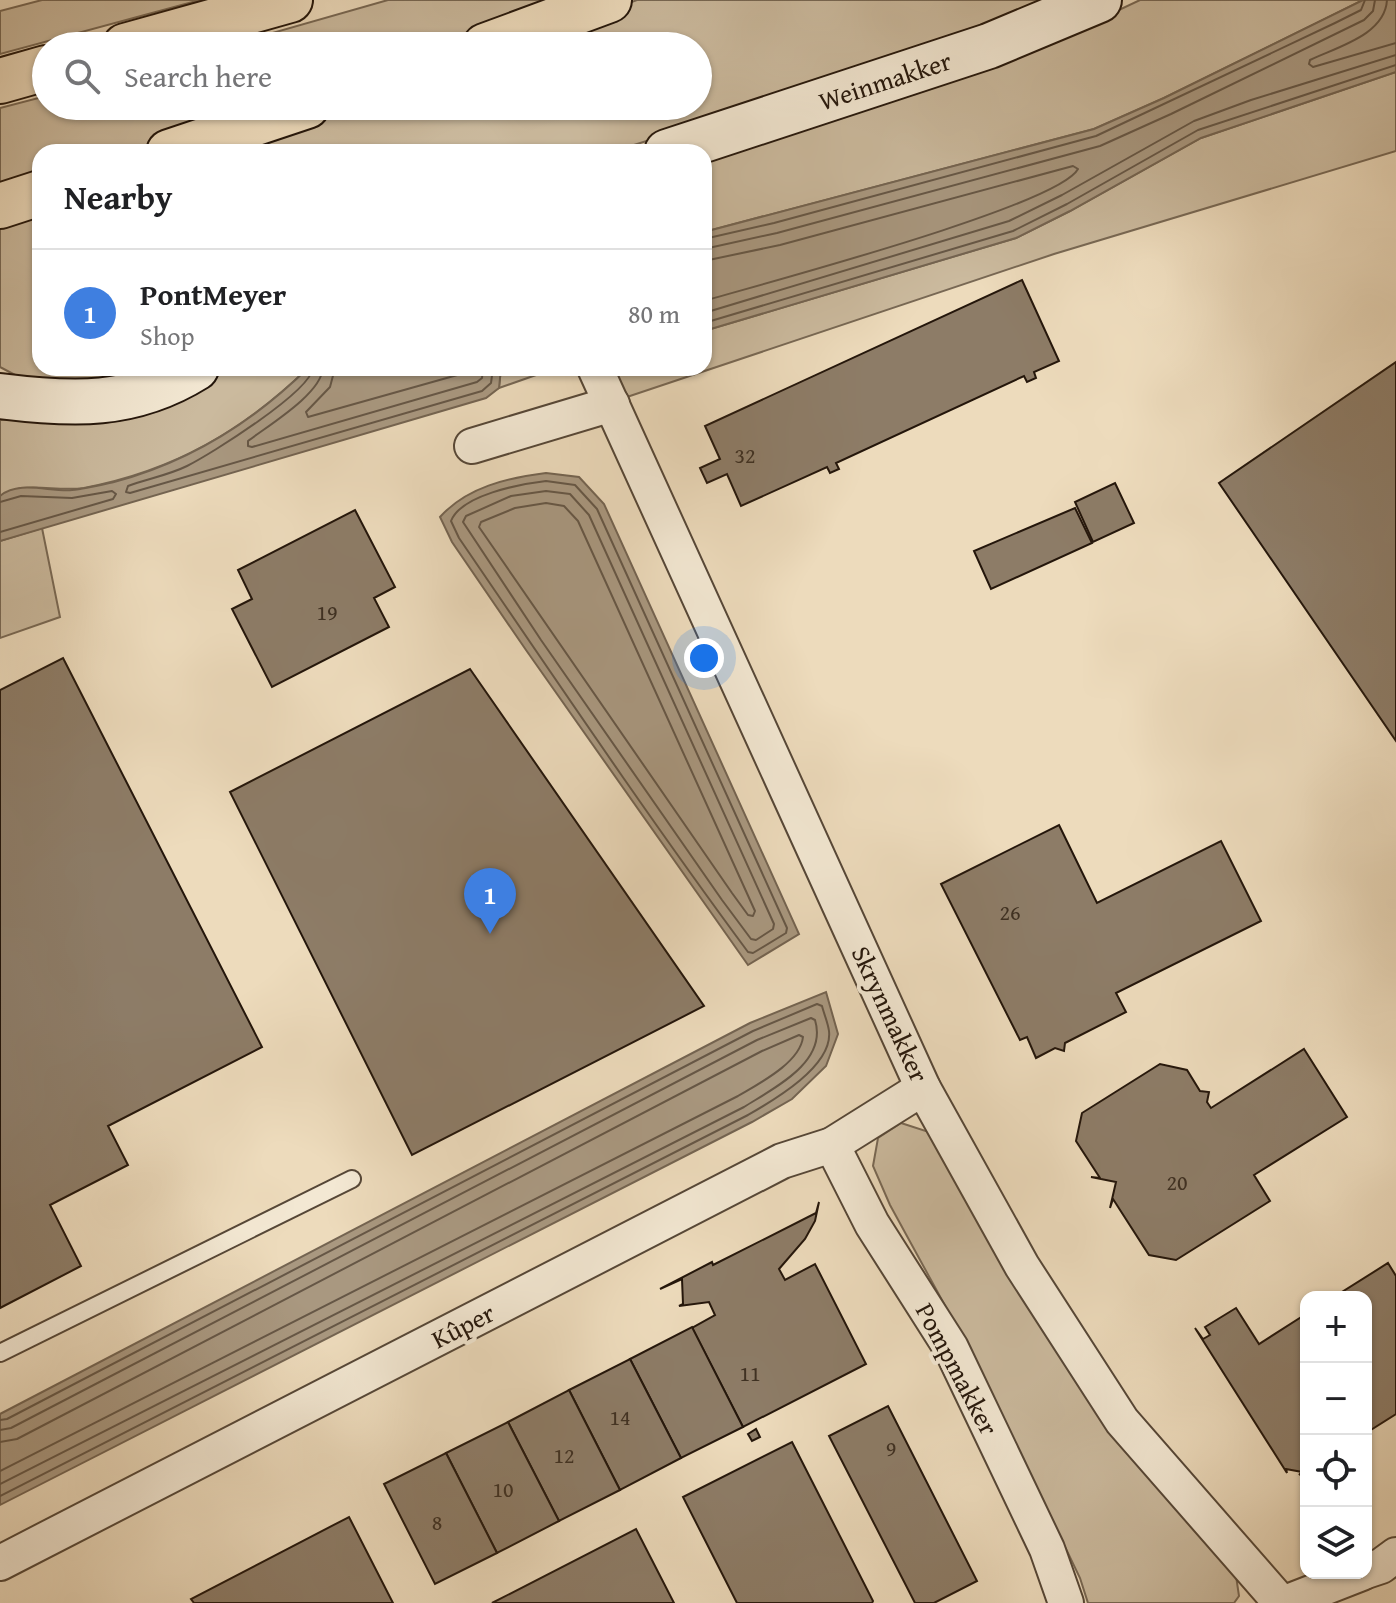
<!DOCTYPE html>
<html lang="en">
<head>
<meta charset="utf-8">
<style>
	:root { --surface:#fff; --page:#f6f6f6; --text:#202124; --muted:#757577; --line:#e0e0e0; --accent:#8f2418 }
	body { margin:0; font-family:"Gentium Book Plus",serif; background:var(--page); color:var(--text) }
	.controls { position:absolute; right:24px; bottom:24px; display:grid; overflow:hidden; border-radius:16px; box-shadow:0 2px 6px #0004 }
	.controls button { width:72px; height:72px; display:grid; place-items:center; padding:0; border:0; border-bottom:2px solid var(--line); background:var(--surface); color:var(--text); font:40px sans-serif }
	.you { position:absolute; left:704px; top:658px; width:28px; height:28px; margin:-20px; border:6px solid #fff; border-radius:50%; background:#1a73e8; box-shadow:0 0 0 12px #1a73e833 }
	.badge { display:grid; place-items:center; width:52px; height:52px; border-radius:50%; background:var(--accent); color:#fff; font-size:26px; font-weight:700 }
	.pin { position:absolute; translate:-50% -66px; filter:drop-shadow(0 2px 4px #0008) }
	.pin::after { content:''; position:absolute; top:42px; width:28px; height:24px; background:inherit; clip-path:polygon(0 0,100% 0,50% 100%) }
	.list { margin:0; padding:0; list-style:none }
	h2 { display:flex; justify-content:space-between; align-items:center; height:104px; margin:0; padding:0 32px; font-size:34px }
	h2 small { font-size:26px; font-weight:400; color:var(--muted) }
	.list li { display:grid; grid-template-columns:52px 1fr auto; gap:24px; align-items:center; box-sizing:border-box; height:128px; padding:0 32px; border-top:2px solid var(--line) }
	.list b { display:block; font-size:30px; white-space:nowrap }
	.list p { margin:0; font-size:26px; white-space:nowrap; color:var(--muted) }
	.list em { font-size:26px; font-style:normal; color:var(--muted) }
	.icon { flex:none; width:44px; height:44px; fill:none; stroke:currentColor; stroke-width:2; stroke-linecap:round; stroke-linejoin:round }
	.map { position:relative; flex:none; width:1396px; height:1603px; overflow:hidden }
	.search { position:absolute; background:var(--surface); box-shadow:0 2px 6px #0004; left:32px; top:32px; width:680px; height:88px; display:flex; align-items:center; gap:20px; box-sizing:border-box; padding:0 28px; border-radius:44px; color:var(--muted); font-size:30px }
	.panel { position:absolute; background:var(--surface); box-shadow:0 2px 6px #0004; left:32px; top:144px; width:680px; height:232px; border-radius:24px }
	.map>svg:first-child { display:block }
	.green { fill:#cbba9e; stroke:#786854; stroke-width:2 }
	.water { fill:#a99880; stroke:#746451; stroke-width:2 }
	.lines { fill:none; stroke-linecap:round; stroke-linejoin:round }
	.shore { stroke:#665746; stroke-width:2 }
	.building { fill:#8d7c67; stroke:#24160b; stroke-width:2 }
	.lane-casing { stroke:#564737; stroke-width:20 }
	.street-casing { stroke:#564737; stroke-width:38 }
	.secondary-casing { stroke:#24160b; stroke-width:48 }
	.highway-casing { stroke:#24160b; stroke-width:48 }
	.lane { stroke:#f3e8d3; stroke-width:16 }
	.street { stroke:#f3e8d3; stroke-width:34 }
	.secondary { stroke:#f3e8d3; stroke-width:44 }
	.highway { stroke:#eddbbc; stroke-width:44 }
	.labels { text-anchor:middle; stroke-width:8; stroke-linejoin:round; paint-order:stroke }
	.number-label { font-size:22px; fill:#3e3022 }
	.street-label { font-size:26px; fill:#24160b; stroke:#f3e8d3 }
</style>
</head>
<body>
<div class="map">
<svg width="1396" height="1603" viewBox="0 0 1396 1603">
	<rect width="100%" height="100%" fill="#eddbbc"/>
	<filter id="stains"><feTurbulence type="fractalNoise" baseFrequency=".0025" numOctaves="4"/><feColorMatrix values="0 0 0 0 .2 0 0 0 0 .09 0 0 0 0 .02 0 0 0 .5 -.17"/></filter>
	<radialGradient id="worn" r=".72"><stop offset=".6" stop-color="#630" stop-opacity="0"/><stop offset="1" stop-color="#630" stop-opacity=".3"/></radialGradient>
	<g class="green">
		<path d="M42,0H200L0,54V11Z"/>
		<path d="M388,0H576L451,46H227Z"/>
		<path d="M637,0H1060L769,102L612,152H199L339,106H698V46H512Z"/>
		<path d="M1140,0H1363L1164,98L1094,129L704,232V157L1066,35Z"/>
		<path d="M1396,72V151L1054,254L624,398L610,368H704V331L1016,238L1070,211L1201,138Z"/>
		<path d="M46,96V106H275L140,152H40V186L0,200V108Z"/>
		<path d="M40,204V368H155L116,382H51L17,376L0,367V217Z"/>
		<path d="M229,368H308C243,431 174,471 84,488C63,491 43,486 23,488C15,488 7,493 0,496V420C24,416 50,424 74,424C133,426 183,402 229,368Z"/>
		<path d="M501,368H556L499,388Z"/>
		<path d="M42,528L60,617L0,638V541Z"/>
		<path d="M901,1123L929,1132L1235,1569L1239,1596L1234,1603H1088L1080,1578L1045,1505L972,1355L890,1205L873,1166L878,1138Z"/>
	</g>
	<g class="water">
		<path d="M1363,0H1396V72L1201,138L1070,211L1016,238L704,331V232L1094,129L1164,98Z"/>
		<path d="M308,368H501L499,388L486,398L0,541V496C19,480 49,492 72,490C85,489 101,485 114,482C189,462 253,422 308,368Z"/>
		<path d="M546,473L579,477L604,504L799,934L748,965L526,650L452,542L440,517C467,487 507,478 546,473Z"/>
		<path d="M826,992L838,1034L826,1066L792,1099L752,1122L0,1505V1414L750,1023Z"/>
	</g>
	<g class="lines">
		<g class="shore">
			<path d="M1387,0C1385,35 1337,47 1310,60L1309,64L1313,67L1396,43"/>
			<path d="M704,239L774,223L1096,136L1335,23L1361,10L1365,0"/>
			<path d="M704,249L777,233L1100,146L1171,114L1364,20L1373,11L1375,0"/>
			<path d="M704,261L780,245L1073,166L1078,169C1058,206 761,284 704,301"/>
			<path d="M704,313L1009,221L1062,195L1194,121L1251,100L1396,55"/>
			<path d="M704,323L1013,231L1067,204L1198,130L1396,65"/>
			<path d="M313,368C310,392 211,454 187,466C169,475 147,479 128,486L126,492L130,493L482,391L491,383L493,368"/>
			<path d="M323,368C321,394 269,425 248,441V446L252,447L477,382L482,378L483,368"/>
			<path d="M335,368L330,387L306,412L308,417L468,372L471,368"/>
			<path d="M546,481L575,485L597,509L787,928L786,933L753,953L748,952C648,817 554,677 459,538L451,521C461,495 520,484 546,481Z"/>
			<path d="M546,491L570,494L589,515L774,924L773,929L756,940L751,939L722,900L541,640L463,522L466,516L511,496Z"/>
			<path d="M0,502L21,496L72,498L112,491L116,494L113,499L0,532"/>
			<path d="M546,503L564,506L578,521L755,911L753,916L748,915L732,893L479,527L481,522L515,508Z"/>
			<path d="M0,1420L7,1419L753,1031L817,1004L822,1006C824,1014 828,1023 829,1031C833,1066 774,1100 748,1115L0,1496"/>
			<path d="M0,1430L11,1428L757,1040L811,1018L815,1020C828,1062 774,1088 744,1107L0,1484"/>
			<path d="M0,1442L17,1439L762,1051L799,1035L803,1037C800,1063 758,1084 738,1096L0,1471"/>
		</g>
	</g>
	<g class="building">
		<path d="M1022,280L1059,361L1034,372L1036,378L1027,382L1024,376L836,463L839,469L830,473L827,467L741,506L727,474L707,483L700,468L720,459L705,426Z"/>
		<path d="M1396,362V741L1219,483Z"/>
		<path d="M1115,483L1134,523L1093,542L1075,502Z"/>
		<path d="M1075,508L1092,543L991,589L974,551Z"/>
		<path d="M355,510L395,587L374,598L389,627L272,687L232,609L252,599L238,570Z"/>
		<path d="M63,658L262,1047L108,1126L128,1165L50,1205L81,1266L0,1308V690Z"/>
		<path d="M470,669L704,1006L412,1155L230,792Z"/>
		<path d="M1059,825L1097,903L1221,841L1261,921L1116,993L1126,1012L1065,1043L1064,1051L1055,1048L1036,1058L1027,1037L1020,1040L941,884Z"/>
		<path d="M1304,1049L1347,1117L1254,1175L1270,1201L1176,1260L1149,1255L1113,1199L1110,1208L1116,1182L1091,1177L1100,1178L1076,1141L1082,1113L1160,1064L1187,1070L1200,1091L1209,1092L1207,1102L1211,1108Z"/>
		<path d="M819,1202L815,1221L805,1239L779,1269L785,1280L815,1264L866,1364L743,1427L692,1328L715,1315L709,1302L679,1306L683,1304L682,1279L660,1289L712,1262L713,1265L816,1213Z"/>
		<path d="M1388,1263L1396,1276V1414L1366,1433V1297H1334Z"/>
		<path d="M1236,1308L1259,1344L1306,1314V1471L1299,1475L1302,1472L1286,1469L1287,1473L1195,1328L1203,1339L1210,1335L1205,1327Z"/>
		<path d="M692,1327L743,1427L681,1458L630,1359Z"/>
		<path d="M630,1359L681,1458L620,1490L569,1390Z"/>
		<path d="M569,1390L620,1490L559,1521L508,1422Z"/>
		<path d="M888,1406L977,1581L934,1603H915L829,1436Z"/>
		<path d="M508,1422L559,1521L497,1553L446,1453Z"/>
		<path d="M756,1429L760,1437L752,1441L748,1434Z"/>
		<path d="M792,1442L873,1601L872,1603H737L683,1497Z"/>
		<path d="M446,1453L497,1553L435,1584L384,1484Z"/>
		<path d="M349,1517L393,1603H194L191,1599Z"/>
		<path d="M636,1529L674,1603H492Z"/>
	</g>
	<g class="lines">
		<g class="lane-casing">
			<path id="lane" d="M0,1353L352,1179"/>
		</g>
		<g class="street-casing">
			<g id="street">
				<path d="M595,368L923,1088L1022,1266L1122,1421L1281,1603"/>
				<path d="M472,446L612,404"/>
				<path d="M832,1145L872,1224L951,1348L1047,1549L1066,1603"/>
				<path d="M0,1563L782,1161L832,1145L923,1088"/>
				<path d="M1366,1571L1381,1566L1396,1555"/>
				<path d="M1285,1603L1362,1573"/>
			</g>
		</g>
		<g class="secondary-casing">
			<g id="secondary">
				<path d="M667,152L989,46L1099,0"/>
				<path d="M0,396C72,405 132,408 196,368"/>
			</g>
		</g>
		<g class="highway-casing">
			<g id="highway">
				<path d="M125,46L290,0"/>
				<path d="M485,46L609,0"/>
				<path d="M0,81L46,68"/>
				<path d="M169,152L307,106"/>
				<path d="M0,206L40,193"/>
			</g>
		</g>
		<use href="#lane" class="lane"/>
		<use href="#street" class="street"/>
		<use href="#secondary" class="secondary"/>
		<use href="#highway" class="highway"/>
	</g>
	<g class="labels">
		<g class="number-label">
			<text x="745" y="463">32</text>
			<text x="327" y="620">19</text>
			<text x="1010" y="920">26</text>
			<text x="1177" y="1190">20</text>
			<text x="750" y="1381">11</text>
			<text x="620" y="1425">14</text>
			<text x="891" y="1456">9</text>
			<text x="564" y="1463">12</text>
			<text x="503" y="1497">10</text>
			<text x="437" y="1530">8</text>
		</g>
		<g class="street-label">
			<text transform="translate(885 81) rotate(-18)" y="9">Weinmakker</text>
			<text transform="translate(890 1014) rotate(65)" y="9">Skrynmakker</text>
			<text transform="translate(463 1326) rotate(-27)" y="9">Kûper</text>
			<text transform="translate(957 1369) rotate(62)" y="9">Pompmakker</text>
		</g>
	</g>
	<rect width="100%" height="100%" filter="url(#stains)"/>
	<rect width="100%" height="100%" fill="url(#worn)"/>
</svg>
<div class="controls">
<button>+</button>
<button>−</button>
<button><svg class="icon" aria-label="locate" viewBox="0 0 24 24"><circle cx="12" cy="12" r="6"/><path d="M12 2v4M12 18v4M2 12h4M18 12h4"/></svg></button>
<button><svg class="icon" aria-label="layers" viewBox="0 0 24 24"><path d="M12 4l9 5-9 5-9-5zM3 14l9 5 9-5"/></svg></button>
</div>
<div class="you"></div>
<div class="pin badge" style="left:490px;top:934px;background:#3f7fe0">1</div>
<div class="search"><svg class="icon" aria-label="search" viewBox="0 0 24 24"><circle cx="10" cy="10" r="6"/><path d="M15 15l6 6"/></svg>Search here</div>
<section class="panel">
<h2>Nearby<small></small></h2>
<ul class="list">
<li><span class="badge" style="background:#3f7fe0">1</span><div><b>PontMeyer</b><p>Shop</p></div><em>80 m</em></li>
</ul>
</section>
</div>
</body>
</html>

****

--- Prompt ---
Return from the data every line that holds "controls".

--- Exercise output ---
	.controls { position:absolute; right:24px; bottom:24px; display:grid; overflow:hidden; border-radius:16px; box-shadow:0 2px 6px #0004 }
	.controls button { width:72px; height:72px; display:grid; place-items:center; padding:0; border:0; border-bottom:2px solid var(--line); background:var(--surface); color:var(--text); font:40px sans-serif }
<div class="controls">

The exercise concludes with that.